§ What to produce
Reproduce, from the lines below, exactly the stretch that begins at the line containing "M0 1067 286" and ends at the line containing "M0 943 165 1123 243 1213 324 1326 380 1390", both included.

§ Data to use
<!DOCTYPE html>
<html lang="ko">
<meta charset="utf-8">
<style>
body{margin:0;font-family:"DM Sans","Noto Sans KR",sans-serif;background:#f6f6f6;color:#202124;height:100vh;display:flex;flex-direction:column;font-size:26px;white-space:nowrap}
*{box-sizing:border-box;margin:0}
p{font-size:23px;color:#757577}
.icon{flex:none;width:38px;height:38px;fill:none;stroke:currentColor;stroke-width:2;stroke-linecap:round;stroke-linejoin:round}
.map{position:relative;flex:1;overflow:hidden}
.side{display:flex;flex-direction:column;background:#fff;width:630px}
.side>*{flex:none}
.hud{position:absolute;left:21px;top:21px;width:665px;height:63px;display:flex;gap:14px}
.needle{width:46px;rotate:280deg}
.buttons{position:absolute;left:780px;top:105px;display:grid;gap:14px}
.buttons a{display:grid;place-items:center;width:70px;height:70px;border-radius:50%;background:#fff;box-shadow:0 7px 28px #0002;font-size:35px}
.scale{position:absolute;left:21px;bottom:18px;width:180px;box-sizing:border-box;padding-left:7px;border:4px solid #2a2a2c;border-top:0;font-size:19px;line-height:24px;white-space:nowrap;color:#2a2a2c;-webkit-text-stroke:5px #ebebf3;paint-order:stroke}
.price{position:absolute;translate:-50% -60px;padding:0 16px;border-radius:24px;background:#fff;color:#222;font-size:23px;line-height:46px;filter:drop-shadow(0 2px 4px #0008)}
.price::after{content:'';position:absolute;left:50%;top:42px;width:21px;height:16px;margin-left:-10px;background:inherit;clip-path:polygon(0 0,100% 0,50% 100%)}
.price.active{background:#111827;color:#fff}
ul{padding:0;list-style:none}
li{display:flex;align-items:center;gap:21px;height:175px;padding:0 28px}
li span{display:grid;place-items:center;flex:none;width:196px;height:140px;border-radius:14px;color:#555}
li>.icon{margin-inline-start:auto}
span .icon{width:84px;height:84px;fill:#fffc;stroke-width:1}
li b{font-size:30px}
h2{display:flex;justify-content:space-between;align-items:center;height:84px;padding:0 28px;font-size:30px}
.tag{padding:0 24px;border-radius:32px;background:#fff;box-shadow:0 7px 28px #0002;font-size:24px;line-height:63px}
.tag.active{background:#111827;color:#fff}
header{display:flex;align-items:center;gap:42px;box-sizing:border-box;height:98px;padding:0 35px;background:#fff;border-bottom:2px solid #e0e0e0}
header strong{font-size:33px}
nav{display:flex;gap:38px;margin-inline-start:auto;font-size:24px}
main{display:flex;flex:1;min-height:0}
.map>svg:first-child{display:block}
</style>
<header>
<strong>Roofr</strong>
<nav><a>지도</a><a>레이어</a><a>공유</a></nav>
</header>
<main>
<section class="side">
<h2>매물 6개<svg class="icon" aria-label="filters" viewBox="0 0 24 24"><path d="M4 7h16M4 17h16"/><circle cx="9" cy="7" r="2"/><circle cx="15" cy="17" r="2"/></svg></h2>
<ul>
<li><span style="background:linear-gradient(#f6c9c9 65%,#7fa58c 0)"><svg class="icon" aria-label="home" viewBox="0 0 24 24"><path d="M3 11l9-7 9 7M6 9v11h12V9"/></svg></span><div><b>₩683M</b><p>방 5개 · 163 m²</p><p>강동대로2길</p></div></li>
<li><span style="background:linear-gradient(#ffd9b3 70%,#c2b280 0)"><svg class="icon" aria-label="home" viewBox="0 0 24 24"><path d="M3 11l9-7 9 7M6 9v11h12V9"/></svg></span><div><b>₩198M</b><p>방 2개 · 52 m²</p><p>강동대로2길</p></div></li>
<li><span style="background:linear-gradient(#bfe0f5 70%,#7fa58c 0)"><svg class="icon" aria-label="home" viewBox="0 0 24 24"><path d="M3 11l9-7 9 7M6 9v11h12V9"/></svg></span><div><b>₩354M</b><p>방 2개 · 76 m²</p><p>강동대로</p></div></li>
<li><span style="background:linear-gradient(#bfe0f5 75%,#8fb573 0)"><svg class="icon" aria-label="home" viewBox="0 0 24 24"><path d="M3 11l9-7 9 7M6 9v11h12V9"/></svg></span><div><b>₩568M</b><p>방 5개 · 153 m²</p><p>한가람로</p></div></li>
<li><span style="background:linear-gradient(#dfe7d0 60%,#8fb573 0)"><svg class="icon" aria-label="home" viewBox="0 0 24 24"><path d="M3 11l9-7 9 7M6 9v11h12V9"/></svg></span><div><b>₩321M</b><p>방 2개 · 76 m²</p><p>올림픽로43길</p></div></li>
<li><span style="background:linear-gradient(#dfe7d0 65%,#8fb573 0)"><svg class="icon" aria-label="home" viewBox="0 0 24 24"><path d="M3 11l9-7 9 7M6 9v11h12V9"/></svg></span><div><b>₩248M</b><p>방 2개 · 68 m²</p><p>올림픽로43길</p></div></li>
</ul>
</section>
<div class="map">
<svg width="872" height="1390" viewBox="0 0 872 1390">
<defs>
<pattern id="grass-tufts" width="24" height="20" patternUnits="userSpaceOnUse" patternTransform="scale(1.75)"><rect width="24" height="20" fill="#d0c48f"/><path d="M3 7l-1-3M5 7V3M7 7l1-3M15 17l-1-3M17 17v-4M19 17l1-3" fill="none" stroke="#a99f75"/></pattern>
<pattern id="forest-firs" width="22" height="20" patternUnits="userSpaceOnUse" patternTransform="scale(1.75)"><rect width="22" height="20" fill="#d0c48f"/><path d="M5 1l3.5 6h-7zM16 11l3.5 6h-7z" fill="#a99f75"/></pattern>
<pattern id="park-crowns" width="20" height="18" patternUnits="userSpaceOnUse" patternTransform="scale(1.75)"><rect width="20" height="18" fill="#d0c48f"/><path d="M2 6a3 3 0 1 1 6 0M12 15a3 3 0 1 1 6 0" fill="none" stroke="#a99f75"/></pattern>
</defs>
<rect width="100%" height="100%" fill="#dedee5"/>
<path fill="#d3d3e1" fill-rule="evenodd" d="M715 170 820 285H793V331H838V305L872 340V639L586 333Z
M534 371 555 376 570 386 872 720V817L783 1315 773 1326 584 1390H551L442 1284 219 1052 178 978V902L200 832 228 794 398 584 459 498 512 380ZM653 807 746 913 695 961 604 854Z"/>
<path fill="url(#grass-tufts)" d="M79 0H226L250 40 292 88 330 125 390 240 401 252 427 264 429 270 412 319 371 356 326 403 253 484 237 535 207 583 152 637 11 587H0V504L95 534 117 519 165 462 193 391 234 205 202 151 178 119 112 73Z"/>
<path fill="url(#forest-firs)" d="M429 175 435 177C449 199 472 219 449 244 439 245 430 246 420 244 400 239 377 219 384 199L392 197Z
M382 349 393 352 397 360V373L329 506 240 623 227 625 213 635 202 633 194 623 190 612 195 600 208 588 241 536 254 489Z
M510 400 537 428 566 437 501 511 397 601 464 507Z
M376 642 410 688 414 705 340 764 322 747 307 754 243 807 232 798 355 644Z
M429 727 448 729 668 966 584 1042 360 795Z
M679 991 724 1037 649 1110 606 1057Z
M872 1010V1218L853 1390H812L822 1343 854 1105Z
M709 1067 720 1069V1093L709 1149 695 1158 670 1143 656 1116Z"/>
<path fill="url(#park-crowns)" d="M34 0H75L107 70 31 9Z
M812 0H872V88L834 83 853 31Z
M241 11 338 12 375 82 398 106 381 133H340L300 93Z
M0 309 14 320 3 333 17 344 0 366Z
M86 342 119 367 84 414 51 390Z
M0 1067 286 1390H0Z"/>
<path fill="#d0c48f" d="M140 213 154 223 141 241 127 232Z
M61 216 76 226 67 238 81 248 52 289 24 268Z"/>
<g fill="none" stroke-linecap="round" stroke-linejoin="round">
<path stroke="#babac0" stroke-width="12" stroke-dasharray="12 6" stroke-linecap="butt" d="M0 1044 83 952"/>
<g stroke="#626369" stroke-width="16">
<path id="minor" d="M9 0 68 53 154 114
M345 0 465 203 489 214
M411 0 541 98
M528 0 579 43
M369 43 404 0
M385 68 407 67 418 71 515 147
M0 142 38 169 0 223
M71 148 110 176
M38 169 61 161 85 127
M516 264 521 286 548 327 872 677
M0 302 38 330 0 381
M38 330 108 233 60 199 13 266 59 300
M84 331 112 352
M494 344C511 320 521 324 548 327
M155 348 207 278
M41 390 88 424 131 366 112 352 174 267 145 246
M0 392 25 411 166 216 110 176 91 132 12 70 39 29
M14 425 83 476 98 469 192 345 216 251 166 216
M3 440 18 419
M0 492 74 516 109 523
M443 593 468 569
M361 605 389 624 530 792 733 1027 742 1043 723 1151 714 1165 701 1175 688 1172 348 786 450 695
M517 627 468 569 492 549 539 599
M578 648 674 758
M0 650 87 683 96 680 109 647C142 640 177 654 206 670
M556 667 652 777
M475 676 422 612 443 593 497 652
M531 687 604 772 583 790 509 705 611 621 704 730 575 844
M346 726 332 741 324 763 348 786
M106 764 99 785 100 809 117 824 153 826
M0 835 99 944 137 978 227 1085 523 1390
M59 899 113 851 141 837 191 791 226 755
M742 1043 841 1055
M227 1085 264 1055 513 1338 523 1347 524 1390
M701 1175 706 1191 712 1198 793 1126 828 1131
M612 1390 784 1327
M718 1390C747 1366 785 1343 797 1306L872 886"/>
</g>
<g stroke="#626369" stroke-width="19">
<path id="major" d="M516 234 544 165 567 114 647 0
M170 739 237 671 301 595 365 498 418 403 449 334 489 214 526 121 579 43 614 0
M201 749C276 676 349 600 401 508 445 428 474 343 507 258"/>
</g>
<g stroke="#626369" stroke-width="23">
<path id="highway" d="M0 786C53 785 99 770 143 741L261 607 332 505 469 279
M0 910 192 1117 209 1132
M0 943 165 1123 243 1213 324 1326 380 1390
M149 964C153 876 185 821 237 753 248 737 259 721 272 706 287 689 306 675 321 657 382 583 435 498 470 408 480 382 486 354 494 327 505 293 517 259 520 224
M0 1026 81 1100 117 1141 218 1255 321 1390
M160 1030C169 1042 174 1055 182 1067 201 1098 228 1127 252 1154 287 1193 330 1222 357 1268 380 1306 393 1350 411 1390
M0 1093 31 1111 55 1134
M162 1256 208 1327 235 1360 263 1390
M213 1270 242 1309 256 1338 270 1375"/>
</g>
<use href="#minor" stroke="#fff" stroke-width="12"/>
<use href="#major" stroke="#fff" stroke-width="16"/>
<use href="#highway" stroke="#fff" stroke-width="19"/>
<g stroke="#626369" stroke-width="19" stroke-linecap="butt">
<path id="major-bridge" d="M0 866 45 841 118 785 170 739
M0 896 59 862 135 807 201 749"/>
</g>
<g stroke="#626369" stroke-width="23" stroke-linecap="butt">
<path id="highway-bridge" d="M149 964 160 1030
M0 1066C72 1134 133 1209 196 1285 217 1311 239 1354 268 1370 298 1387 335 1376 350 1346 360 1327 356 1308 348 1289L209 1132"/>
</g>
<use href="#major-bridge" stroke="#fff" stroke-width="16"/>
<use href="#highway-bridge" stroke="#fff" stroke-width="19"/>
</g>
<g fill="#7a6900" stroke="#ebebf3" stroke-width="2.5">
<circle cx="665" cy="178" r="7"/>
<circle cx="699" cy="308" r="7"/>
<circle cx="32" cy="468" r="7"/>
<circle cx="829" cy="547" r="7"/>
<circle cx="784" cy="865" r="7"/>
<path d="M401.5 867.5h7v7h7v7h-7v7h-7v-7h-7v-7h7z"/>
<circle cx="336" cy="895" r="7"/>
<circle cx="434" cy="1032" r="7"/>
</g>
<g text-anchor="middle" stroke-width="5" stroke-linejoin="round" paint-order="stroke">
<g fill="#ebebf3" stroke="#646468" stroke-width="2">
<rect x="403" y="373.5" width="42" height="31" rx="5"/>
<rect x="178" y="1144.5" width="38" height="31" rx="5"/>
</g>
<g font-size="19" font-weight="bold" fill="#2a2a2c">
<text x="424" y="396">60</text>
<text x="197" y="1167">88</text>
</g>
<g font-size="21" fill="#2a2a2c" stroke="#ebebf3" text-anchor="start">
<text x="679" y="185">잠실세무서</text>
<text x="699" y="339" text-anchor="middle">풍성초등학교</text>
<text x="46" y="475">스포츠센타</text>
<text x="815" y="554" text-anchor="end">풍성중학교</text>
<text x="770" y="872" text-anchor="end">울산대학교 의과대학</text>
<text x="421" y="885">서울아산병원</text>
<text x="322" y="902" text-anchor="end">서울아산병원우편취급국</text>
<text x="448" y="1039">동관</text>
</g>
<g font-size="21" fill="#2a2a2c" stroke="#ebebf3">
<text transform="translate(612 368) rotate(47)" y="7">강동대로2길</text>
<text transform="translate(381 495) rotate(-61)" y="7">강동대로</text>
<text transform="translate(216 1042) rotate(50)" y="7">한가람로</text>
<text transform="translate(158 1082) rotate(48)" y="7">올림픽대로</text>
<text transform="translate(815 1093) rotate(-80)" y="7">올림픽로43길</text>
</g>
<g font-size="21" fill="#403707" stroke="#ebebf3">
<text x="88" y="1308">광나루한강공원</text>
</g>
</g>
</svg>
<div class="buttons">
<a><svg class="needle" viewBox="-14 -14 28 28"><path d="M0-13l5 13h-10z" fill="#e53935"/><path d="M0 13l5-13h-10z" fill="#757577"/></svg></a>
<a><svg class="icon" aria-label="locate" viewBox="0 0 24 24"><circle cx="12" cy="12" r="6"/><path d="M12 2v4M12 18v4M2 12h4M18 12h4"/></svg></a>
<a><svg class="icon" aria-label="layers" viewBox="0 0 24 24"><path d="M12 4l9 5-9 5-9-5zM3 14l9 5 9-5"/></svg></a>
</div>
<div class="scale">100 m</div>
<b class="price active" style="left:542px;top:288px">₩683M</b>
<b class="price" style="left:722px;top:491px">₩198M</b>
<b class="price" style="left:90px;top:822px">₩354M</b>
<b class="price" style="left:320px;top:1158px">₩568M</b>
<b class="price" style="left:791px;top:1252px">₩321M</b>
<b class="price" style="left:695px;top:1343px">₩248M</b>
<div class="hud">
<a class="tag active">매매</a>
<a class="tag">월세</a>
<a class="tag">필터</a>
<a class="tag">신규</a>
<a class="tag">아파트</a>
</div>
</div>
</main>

§ Result of this exercise
M0 1067 286 1390H0Z"/>
<path fill="#d0c48f" d="M140 213 154 223 141 241 127 232Z
M61 216 76 226 67 238 81 248 52 289 24 268Z"/>
<g fill="none" stroke-linecap="round" stroke-linejoin="round">
<path stroke="#babac0" stroke-width="12" stroke-dasharray="12 6" stroke-linecap="butt" d="M0 1044 83 952"/>
<g stroke="#626369" stroke-width="16">
<path id="minor" d="M9 0 68 53 154 114
M345 0 465 203 489 214
M411 0 541 98
M528 0 579 43
M369 43 404 0
M385 68 407 67 418 71 515 147
M0 142 38 169 0 223
M71 148 110 176
M38 169 61 161 85 127
M516 264 521 286 548 327 872 677
M0 302 38 330 0 381
M38 330 108 233 60 199 13 266 59 300
M84 331 112 352
M494 344C511 320 521 324 548 327
M155 348 207 278
M41 390 88 424 131 366 112 352 174 267 145 246
M0 392 25 411 166 216 110 176 91 132 12 70 39 29
M14 425 83 476 98 469 192 345 216 251 166 216
M3 440 18 419
M0 492 74 516 109 523
M443 593 468 569
M361 605 389 624 530 792 733 1027 742 1043 723 1151 714 1165 701 1175 688 1172 348 786 450 695
M517 627 468 569 492 549 539 599
M578 648 674 758
M0 650 87 683 96 680 109 647C142 640 177 654 206 670
M556 667 652 777
M475 676 422 612 443 593 497 652
M531 687 604 772 583 790 509 705 611 621 704 730 575 844
M346 726 332 741 324 763 348 786
M106 764 99 785 100 809 117 824 153 826
M0 835 99 944 137 978 227 1085 523 1390
M59 899 113 851 141 837 191 791 226 755
M742 1043 841 1055
M227 1085 264 1055 513 1338 523 1347 524 1390
M701 1175 706 1191 712 1198 793 1126 828 1131
M612 1390 784 1327
M718 1390C747 1366 785 1343 797 1306L872 886"/>
</g>
<g stroke="#626369" stroke-width="19">
<path id="major" d="M516 234 544 165 567 114 647 0
M170 739 237 671 301 595 365 498 418 403 449 334 489 214 526 121 579 43 614 0
M201 749C276 676 349 600 401 508 445 428 474 343 507 258"/>
</g>
<g stroke="#626369" stroke-width="23">
<path id="highway" d="M0 786C53 785 99 770 143 741L261 607 332 505 469 279
M0 910 192 1117 209 1132
M0 943 165 1123 243 1213 324 1326 380 1390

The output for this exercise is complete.